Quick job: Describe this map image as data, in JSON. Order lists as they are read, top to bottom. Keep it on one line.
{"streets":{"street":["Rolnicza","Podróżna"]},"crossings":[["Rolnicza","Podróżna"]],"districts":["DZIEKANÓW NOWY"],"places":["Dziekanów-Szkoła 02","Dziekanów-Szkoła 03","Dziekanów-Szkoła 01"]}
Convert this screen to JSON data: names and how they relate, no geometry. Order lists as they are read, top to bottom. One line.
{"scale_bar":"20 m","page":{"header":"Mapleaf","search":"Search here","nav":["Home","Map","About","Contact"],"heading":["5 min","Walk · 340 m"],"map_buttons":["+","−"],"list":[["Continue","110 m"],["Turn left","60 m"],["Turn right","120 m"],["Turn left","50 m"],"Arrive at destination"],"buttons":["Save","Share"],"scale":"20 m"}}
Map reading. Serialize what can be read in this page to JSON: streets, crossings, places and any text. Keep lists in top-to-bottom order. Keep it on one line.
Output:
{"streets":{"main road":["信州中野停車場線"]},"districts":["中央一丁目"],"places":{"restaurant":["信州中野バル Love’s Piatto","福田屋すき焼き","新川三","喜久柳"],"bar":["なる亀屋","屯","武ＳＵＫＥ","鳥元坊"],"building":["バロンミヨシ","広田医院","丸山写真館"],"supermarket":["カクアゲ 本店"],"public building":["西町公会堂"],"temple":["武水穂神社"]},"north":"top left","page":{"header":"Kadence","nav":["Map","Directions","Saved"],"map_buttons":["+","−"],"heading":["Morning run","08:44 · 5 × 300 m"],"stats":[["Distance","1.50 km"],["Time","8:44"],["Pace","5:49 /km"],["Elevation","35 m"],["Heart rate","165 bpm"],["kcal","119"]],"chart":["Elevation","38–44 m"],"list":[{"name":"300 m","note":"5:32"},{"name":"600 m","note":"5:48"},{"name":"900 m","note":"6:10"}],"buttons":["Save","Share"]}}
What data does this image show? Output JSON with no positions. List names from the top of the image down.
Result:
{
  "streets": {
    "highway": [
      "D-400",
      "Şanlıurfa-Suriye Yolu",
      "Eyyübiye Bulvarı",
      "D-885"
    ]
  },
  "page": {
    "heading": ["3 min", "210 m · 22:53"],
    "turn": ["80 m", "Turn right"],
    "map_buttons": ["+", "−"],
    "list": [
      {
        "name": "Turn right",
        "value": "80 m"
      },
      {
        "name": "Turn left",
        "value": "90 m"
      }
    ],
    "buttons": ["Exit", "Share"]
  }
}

===============

Output the full listing above without altering a single word.

Quick job: Describe this map image as data, in JSON. Order lists as they are read, top to bottom. Keep it on one line.
{"streets":{"street":["Rolnicza","Podróżna"]},"crossings":[["Rolnicza","Podróżna"]],"districts":["DZIEKANÓW NOWY"],"places":["Dziekanów-Szkoła 02","Dziekanów-Szkoła 03","Dziekanów-Szkoła 01"]}
Convert this screen to JSON data: names and how they relate, no geometry. Order lists as they are read, top to bottom. One line.
{"scale_bar":"20 m","page":{"header":"Mapleaf","search":"Search here","nav":["Home","Map","About","Contact"],"heading":["5 min","Walk · 340 m"],"map_buttons":["+","−"],"list":[["Continue","110 m"],["Turn left","60 m"],["Turn right","120 m"],["Turn left","50 m"],"Arrive at destination"],"buttons":["Save","Share"],"scale":"20 m"}}
Map reading. Serialize what can be read in this page to JSON: streets, crossings, places and any text. Keep lists in top-to-bottom order. Keep it on one line.
Output:
{"streets":{"main road":["信州中野停車場線"]},"districts":["中央一丁目"],"places":{"restaurant":["信州中野バル Love’s Piatto","福田屋すき焼き","新川三","喜久柳"],"bar":["なる亀屋","屯","武ＳＵＫＥ","鳥元坊"],"building":["バロンミヨシ","広田医院","丸山写真館"],"supermarket":["カクアゲ 本店"],"public building":["西町公会堂"],"temple":["武水穂神社"]},"north":"top left","page":{"header":"Kadence","nav":["Map","Directions","Saved"],"map_buttons":["+","−"],"heading":["Morning run","08:44 · 5 × 300 m"],"stats":[["Distance","1.50 km"],["Time","8:44"],["Pace","5:49 /km"],["Elevation","35 m"],["Heart rate","165 bpm"],["kcal","119"]],"chart":["Elevation","38–44 m"],"list":[{"name":"300 m","note":"5:32"},{"name":"600 m","note":"5:48"},{"name":"900 m","note":"6:10"}],"buttons":["Save","Share"]}}
What data does this image show? Output JSON with no positions. List names from the top of the image down.
Result:
{
  "streets": {
    "highway": [
      "D-400",
      "Şanlıurfa-Suriye Yolu",
      "Eyyübiye Bulvarı",
      "D-885"
    ]
  },
  "page": {
    "heading": ["3 min", "210 m · 22:53"],
    "turn": ["80 m", "Turn right"],
    "map_buttons": ["+", "−"],
    "list": [
      {
        "name": "Turn right",
        "value": "80 m"
      },
      {
        "name": "Turn left",
        "value": "90 m"
      }
    ],
    "buttons": ["Exit", "Share"]
  }
}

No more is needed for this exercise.